Written by on Jan 30, 2013. Posted in Interviews

Location Manager Michael John Meehan: Making water work on film

Michael John Meehan got his break as Location Manager on Peter Weir's Witness in 1985. Over the years his areas of expertise have become more specialised. He talks to TLG about the challenges of working with water in film production.

Meehan’s location work over the past ten years or so has focussed on ocean-set stories as the result of a water specialism that began with Dustin Hoffman drama Sphere in the late 90s. Telling the story of a team of experts sent to the bottom of the Pacific Ocean to investigate a strange craft found on the seabed, the production helped set the course of Meehan’s career.

“Water has its own rules and timetable,” he explains: “Water doesn’t care about your schedule. It fills only so fast, heats only so fast and must be cleaned at a fixed pace. All of this costs money and if you try and cut it short you find you can’t react to the changes of production.”

Ocean-set productions often use specially-designed water tanks with boats mounted on jib attachments and with green-screen surroundings to give filmmakers greater control of their shooting environment. This was the case with The Perfect Storm (above) that Meehan worked on shortly after Sphere. Meehan and his team built a million-gallon tank at Warner Bros Studios to tell the true story of a small fishing vessel caught in a savage weather system in the North Atlantic. Fire hydrants were used to fill the tank with filtered drinking water from the City of Burbank.

Disposing of the water was the real challenge. We had it tested all the time to be sure we could put it in the LA River; it required constant vigilance.

Michael John Meehan, Location Manager

“Disposing of the water was the real challenge,” Meehan considers: “We had it tested all the time to be sure we could put it in the LA River; it required constant vigilance. If we had to dump it quickly, we made arrangements with the City of Burbank to put it in the drains. I had to bring down the chlorine to accommodate both.”

For Wolfgang Petersen’s 2006 remake Poseidon – the tale of a cruise liner that capsizes when struck by a rogue wave on the open ocean – the production team built interior sets of the ship on the same stage where The Perfect Storm had been shot.

Meehan and his team set up “pipes running all over the studio” to feed clean, warm water from set to set as and when needed. He explains that keeping the water clean in this situation is a huge challenge given the amount of detritus that can end up floating around from the studio floor. As with public swimming pools chlorine helps keep things clean but it doesn’t react well with the sets.

Filming stayed partly in the tank but moved outside for Russell Crowe’s Master and Commander: The Far Side of the World (above). An ambitious period drama set in the Napoleonic Wars of the early 19th Century, it marked Meehan’s third collaboration with Peter Weir. Much of the shoot took place in an exterior water tank at Baja Studios in Mexico, where James Cameron built his scale model of the Titanic ten years earlier. More than 16 million gallons of water were pumped directly from the ocean and passed through sand filters before reaching the tank.
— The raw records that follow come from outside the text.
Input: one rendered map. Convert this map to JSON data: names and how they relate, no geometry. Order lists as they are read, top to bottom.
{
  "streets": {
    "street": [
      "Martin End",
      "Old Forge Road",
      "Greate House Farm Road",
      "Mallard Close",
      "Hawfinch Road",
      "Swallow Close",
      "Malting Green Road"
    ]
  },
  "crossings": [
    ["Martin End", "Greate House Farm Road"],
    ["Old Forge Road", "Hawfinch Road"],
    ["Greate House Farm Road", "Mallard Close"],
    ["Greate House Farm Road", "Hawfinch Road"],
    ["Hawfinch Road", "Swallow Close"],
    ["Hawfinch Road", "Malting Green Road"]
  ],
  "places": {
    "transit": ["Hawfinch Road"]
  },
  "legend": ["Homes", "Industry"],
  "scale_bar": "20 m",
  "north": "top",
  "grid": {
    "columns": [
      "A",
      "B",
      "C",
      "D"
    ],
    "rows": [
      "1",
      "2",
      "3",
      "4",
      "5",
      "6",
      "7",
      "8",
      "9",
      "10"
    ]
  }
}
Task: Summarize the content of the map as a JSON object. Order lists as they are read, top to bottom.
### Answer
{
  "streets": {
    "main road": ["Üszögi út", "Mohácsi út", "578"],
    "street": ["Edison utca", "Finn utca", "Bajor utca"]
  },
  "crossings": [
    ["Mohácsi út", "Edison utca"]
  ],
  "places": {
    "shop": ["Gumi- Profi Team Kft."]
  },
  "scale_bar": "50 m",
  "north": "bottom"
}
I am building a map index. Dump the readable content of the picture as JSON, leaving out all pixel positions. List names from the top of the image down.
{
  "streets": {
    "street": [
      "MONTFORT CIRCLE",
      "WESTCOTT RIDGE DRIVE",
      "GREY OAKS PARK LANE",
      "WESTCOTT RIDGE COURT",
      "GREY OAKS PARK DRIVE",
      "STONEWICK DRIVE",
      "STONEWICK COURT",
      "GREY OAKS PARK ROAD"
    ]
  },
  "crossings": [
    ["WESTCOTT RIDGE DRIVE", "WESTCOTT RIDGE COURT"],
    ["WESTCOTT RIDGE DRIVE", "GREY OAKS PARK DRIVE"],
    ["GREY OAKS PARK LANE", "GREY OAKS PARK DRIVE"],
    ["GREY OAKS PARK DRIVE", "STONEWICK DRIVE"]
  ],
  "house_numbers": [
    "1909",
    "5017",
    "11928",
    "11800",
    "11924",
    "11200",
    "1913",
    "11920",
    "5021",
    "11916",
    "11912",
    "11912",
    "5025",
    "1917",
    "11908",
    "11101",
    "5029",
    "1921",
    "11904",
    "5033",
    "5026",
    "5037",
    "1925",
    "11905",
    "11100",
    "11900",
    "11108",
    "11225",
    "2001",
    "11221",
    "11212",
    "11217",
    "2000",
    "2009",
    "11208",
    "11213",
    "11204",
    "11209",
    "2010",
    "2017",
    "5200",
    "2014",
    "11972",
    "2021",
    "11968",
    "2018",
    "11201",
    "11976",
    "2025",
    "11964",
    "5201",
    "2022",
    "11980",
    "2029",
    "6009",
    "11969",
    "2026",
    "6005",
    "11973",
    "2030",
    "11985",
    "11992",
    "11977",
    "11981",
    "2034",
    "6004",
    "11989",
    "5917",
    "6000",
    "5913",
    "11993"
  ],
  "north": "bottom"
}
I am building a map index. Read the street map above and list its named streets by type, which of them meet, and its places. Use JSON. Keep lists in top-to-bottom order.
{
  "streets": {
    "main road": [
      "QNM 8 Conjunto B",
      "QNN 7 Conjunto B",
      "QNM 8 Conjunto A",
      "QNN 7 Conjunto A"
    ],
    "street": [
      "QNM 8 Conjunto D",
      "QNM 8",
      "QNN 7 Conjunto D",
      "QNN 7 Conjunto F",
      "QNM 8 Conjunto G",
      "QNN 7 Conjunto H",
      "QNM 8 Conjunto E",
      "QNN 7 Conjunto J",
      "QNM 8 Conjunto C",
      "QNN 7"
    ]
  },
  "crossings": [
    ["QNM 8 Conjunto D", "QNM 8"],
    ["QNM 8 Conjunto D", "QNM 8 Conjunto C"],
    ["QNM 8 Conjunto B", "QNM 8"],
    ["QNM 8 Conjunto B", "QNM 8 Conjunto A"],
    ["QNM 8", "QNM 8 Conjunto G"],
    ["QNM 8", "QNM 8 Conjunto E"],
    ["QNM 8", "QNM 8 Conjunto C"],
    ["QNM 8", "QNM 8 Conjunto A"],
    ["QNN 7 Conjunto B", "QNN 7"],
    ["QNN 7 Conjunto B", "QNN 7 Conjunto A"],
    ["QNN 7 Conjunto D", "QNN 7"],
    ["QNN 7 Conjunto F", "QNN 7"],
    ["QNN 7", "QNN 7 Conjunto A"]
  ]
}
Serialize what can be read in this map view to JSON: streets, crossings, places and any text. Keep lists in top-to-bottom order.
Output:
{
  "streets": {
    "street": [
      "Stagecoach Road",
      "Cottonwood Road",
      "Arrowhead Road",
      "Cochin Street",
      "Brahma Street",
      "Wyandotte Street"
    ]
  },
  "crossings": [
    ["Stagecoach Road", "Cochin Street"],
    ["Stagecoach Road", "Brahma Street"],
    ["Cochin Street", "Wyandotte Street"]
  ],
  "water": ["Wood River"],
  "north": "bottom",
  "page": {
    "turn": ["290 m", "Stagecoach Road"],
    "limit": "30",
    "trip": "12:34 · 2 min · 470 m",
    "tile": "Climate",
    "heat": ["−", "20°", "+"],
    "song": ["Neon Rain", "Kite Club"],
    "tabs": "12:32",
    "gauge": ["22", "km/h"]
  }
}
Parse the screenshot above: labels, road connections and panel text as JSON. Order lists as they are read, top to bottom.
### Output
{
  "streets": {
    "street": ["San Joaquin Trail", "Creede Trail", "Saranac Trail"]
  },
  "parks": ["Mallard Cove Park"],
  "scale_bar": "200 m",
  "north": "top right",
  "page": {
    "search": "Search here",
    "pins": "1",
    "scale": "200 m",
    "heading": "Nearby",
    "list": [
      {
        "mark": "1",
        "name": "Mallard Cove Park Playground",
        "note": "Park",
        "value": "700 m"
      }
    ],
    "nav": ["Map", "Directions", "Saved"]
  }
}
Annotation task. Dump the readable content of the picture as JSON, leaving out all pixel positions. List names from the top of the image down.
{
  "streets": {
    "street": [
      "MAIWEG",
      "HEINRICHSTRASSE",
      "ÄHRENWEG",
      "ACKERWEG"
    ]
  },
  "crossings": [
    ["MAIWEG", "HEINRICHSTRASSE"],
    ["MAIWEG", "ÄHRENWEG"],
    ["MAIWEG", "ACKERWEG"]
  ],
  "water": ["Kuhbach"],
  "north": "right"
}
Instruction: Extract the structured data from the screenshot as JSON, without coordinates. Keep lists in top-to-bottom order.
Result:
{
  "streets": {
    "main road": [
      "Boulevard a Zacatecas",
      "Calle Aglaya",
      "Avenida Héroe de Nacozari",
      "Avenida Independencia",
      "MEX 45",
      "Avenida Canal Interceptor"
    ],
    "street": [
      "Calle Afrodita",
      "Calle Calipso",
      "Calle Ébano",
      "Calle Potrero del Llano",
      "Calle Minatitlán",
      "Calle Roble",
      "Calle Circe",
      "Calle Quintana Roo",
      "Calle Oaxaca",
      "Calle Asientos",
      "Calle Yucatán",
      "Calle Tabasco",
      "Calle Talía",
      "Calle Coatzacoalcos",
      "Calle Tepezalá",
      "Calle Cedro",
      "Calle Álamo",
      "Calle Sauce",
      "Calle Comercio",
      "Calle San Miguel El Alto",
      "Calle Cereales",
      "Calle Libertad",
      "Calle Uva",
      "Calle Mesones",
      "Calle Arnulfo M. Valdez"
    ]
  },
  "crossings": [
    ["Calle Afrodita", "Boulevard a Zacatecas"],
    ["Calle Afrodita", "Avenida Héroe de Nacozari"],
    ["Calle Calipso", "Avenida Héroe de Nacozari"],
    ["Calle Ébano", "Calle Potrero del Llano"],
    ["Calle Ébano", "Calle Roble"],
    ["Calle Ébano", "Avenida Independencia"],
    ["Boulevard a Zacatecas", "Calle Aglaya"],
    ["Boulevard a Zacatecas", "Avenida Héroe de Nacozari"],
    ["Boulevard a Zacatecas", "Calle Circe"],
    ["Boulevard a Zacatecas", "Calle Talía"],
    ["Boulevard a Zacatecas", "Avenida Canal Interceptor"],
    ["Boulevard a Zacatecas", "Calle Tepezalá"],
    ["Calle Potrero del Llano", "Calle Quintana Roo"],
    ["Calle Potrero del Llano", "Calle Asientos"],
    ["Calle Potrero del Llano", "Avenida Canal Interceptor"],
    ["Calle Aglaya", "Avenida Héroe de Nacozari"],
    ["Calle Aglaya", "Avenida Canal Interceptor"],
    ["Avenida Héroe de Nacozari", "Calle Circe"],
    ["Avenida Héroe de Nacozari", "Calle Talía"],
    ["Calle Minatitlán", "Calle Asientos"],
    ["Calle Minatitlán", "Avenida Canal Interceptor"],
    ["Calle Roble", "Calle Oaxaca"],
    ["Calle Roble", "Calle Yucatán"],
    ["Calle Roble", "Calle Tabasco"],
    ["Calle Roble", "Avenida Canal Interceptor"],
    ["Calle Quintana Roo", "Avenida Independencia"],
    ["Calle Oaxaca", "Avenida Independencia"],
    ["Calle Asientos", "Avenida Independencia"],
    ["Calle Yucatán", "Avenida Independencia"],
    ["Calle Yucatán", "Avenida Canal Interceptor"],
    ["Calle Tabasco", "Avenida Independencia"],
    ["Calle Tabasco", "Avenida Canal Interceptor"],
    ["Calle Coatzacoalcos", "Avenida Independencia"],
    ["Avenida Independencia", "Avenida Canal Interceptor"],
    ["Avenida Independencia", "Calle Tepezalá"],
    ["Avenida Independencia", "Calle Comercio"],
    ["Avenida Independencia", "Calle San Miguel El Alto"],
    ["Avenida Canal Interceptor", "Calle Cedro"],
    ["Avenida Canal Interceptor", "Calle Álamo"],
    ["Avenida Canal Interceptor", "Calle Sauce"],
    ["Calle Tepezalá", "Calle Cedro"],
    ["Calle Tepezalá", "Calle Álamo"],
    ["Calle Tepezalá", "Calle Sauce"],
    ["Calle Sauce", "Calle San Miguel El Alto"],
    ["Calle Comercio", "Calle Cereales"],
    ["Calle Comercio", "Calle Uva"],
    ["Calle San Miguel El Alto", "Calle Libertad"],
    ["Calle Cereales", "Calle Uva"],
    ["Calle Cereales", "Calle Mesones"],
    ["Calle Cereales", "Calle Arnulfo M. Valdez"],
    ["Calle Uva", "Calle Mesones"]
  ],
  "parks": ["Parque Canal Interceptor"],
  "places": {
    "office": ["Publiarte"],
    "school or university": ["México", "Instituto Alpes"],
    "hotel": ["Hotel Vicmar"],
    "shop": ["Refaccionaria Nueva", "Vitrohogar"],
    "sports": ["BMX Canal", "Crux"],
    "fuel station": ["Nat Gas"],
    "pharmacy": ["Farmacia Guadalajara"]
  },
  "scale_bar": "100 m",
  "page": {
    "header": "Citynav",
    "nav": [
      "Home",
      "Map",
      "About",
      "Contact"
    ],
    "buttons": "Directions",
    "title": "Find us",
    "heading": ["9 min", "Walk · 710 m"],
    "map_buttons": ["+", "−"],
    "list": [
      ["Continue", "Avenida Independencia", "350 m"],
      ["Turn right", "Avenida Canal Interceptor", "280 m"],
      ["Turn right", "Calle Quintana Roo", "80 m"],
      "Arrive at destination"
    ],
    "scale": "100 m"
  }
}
“Waves,” Meehan adds, “are usually generated with large, hydraulic drums which spin and cause a wave to form. These tanks don’t make waves as much as they do ‘chop’. When a wave hits the other side of the tank it comes back and you get collisions; chop.”

Advancements in visual effects mean that water is becoming more practical to create digitally, which could make life easier for Location Managers. The largely ocean-set Life of Pi offers a glimpse into the future of digital water effects, but the film as a whole was an innovation of Avatar-like proportions and it defeated several directors before Ang Lee became involved. Many filmmakers will prefer the physical reality, despite the infamous challenges of open-water filming.

Water doesn’t care about your schedule. It fills only so fast, heats only so fast and must be cleaned at a fixed pace. All of this costs money.

Michael John Meehan, Location Manager

Master and Commander filmed a few days on the open ocean, as did some of Meehan’s more recent work including two Pirates of the Caribbean films and Peter Berg’s Battleship (above). Resources like catering and latrines have to be brought on support boats each day for shoots of this kind.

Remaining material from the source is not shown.